**Assigned task:**
Look at each line of the listing. Copy those that hold the string "lines".
*** Opening of Input data ***
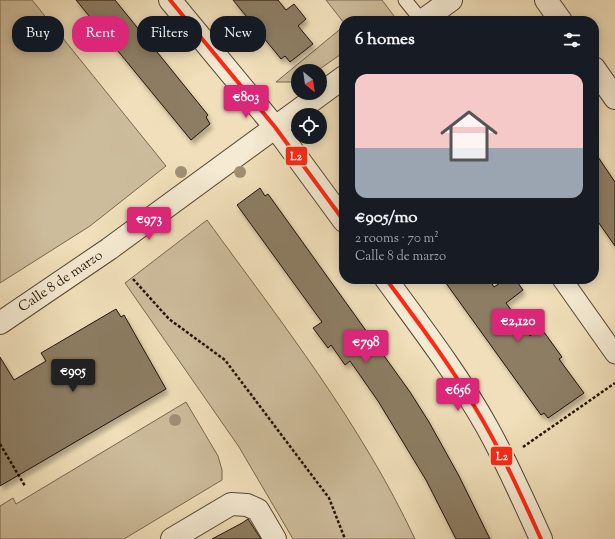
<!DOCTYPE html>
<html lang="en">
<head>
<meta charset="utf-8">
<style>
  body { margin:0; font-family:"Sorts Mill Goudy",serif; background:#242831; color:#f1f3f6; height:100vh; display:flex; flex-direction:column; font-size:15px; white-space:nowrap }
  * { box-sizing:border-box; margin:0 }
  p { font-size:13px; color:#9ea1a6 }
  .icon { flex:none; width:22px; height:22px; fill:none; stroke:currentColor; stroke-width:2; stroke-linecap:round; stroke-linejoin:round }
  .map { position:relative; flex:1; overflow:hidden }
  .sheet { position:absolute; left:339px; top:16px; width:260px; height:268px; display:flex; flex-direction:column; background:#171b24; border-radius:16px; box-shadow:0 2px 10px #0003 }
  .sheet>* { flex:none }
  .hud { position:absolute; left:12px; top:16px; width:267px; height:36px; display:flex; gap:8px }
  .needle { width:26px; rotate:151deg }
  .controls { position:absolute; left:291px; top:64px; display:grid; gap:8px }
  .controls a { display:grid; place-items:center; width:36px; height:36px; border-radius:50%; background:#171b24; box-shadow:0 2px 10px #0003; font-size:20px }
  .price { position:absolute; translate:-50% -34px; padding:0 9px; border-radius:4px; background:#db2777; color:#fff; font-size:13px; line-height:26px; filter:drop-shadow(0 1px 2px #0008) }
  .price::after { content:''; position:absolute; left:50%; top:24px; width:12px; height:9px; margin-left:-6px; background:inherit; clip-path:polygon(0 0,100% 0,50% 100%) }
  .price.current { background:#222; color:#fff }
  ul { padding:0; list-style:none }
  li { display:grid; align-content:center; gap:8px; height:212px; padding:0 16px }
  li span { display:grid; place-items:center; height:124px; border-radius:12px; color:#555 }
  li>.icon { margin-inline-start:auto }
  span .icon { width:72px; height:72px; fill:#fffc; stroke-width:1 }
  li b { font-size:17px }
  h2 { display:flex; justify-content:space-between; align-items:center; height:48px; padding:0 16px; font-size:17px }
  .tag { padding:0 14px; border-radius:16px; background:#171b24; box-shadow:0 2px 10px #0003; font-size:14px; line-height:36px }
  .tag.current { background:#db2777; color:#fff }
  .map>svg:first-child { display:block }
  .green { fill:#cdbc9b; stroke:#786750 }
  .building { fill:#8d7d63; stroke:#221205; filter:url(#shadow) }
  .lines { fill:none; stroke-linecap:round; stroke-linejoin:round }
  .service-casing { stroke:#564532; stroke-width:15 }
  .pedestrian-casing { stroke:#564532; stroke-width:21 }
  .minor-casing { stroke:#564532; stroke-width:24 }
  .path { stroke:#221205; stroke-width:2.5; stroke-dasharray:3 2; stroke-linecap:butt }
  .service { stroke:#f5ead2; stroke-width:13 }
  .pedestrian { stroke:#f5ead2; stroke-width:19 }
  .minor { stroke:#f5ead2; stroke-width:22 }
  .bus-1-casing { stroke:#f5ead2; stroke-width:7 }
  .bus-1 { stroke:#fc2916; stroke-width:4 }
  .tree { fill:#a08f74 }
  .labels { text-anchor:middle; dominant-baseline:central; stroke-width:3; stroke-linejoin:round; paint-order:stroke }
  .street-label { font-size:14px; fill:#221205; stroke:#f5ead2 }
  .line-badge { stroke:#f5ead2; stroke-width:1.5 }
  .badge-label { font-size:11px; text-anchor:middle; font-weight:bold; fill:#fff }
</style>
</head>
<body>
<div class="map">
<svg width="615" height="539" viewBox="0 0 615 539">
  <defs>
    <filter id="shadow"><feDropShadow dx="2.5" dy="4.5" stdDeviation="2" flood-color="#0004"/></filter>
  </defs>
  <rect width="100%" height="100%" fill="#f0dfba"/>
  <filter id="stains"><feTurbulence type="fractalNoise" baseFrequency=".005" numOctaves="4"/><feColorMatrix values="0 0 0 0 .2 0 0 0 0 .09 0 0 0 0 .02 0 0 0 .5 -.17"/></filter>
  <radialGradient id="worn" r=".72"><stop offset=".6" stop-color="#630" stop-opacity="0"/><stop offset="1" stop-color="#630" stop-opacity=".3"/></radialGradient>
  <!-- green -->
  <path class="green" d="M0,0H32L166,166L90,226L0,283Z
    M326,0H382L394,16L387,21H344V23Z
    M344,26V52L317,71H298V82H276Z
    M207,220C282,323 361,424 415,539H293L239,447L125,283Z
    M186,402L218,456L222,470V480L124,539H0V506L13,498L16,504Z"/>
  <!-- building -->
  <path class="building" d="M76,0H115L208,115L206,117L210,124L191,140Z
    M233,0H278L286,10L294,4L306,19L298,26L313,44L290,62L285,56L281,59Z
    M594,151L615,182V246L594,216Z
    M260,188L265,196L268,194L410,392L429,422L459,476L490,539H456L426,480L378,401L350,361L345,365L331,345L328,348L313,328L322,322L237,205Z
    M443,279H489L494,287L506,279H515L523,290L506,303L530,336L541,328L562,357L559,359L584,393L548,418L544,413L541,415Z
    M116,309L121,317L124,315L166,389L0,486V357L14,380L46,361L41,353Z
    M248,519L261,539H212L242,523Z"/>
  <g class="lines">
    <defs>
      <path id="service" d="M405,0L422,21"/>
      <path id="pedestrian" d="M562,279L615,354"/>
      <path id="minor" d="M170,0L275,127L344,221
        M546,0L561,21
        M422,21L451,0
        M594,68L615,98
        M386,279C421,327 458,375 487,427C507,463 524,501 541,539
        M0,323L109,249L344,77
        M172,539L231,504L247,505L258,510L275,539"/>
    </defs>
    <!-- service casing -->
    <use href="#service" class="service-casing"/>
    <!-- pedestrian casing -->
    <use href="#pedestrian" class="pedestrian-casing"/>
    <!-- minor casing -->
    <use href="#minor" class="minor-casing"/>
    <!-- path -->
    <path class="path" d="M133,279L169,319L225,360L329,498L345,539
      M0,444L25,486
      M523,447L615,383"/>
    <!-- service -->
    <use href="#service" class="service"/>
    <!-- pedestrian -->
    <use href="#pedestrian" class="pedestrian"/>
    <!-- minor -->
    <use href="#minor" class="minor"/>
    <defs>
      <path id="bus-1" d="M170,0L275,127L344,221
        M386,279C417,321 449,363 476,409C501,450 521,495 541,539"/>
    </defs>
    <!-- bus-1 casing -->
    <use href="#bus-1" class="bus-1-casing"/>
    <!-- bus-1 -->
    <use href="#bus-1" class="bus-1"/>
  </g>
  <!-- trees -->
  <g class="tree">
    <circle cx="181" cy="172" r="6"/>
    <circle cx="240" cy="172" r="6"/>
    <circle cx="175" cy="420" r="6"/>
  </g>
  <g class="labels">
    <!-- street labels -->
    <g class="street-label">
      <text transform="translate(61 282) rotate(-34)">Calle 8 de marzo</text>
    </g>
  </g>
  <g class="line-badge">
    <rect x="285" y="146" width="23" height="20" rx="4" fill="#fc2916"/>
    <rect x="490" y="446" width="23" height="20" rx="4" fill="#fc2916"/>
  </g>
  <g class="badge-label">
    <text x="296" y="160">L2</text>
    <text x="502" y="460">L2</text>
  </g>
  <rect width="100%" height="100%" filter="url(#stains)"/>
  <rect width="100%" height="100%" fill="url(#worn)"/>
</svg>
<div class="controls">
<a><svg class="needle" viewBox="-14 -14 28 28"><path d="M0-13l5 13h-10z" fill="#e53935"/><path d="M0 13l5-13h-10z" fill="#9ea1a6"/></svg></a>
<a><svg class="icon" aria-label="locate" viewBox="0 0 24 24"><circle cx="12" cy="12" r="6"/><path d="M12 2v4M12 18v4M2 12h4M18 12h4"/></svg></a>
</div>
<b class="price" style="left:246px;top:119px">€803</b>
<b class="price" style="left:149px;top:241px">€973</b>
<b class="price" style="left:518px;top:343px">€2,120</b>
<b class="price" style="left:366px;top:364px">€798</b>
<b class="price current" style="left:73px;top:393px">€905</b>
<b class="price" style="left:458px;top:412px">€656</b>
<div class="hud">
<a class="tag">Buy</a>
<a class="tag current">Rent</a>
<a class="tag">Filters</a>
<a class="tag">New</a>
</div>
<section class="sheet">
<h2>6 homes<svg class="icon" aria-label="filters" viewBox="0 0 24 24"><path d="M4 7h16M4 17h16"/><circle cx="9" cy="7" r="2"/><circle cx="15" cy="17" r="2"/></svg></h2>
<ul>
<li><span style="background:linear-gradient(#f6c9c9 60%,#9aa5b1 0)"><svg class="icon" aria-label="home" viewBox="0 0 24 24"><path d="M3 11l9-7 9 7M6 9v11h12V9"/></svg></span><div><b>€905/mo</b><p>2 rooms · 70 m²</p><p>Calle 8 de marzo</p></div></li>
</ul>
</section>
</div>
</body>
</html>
*** Close of Input data ***
*** Opening of Input data ***
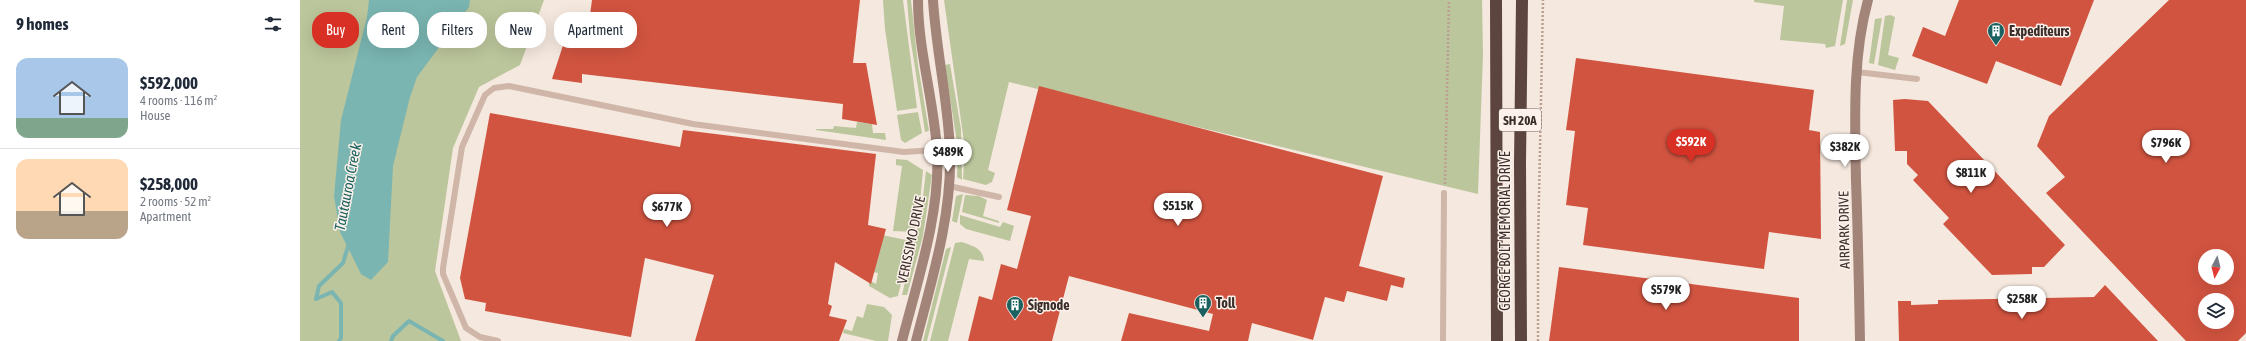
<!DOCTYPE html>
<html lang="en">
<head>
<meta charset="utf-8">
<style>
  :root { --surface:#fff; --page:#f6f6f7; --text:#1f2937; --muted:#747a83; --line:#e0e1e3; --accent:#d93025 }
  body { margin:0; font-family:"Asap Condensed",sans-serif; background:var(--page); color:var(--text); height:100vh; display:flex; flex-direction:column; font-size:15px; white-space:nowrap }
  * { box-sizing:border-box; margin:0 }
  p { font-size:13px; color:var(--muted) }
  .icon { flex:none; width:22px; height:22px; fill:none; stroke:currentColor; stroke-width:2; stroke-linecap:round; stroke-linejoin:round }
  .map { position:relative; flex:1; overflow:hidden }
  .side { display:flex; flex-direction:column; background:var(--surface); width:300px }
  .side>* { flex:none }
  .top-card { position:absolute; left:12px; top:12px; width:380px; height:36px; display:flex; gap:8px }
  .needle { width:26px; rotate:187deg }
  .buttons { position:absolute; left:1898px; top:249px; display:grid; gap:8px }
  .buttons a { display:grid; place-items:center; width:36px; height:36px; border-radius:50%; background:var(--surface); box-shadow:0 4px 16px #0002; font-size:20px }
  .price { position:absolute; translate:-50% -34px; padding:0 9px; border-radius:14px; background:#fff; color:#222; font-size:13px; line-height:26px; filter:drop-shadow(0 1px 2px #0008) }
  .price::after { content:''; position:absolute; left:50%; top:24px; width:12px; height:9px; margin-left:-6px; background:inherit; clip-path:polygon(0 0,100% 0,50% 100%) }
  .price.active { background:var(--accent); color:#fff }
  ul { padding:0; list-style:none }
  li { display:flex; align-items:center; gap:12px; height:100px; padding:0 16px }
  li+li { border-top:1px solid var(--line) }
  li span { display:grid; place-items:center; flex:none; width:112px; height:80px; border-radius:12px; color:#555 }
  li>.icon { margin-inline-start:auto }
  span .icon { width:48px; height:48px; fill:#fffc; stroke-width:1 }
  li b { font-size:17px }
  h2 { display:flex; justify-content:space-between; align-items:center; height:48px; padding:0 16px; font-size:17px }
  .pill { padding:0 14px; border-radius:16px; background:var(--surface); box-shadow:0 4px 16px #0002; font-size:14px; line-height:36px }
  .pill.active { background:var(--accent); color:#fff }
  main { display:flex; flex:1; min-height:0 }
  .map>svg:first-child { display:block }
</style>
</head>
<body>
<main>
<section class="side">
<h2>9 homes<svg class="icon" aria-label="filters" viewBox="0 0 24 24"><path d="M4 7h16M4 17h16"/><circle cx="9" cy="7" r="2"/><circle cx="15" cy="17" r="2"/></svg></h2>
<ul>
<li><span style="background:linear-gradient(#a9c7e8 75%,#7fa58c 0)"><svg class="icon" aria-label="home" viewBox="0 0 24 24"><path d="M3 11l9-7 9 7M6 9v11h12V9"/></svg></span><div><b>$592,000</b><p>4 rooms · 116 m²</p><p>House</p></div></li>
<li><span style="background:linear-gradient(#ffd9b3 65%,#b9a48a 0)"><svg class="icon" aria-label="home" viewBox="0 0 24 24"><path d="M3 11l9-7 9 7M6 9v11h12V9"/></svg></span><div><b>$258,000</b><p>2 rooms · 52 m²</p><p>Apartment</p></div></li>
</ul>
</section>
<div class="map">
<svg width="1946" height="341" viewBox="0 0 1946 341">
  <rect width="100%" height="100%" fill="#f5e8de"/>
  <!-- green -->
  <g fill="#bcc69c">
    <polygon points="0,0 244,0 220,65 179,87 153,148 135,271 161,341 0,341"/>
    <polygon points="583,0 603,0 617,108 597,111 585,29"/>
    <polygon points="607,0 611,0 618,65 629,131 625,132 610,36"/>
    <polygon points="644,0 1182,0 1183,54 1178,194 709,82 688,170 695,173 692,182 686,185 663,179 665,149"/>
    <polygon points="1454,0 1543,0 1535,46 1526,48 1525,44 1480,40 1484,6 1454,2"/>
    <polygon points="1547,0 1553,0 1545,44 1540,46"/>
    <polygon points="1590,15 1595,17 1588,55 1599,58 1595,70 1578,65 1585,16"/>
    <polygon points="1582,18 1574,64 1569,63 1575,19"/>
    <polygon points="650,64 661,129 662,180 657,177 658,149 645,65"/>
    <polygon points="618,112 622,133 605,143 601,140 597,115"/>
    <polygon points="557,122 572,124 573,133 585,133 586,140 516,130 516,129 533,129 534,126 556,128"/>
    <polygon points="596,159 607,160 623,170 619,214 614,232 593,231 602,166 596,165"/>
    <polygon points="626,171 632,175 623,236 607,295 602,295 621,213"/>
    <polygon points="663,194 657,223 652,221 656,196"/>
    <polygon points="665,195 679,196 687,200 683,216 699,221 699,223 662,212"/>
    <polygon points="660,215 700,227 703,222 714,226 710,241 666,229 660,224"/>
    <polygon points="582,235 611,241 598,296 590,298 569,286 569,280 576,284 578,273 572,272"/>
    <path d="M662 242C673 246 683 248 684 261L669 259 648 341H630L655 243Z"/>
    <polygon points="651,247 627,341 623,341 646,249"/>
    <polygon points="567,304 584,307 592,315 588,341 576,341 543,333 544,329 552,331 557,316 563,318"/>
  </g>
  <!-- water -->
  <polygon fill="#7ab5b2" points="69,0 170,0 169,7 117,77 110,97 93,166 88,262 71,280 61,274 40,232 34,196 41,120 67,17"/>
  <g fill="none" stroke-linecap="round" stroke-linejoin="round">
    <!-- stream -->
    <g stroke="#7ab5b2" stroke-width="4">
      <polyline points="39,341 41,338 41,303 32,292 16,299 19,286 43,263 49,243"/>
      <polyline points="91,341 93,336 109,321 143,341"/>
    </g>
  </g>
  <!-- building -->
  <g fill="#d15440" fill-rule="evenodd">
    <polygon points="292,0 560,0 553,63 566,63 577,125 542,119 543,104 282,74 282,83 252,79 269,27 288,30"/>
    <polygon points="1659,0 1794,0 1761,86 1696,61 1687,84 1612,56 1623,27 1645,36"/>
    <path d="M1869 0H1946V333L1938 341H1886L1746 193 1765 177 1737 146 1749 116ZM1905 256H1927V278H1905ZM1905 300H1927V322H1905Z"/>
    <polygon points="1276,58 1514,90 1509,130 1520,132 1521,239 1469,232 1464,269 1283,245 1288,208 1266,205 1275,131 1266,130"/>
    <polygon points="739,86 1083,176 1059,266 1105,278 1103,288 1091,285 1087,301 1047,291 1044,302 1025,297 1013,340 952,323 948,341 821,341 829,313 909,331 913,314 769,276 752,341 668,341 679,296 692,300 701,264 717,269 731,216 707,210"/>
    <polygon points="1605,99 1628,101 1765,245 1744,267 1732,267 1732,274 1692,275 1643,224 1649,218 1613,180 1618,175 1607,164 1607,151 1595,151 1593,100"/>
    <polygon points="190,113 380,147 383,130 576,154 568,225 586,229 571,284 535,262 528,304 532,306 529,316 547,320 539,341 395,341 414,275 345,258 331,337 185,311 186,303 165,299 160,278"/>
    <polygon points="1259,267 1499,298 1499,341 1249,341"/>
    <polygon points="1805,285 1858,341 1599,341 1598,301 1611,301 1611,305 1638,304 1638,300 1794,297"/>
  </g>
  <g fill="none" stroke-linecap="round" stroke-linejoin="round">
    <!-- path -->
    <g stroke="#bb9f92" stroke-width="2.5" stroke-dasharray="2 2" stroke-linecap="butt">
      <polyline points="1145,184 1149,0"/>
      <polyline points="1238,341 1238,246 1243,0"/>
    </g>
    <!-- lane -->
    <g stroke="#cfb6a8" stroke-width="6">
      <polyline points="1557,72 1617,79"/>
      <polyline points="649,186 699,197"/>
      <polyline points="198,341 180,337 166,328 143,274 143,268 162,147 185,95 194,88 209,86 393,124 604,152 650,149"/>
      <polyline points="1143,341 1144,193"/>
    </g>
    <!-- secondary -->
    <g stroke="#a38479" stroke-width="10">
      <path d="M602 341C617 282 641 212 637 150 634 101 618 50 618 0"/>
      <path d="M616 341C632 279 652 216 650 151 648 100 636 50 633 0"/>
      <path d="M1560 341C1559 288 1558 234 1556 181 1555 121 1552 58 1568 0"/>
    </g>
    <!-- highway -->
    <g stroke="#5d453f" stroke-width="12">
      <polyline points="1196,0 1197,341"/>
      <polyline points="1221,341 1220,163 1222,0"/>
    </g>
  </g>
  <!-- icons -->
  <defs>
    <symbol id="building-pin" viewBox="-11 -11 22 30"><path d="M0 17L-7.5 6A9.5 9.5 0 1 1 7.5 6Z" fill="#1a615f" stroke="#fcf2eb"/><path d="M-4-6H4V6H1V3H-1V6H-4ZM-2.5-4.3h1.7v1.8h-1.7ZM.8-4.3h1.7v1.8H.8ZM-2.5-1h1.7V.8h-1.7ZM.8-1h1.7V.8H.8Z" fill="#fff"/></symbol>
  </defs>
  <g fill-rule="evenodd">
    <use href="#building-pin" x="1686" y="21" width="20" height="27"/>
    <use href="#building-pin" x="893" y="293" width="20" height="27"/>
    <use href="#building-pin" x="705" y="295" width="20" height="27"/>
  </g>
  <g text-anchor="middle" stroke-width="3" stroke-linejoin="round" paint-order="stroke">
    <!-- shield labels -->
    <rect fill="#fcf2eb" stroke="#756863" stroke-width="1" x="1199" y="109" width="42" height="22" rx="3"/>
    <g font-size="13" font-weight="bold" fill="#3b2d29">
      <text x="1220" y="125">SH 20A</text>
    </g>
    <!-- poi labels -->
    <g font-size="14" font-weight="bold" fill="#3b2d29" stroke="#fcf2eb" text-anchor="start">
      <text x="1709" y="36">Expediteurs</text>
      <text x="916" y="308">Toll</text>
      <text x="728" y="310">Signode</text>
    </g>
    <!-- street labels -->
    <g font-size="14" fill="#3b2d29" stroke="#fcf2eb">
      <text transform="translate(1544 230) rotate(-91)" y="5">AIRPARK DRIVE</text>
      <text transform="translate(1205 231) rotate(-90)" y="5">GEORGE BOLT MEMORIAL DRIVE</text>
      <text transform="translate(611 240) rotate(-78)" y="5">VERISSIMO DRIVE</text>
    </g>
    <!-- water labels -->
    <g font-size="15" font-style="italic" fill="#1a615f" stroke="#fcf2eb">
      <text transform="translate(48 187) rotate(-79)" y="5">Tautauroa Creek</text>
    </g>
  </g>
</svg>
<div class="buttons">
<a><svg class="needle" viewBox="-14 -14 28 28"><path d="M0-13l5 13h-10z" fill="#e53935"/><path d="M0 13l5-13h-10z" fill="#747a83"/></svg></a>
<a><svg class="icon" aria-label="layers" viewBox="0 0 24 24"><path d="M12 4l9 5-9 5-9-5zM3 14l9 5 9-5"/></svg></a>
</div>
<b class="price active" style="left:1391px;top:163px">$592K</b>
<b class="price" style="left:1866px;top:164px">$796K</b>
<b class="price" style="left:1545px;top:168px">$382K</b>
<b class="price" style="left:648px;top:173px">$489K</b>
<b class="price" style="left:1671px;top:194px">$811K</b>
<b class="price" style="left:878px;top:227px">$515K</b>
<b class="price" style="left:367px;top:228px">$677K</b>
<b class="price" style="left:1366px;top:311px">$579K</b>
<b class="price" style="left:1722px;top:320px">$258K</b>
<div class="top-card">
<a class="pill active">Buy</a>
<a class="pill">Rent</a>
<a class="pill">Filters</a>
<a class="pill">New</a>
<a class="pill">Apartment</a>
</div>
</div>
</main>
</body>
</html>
*** Close of Input data ***
**Result for this task:**
  .lines { fill:none; stroke-linecap:round; stroke-linejoin:round }
  <g class="lines">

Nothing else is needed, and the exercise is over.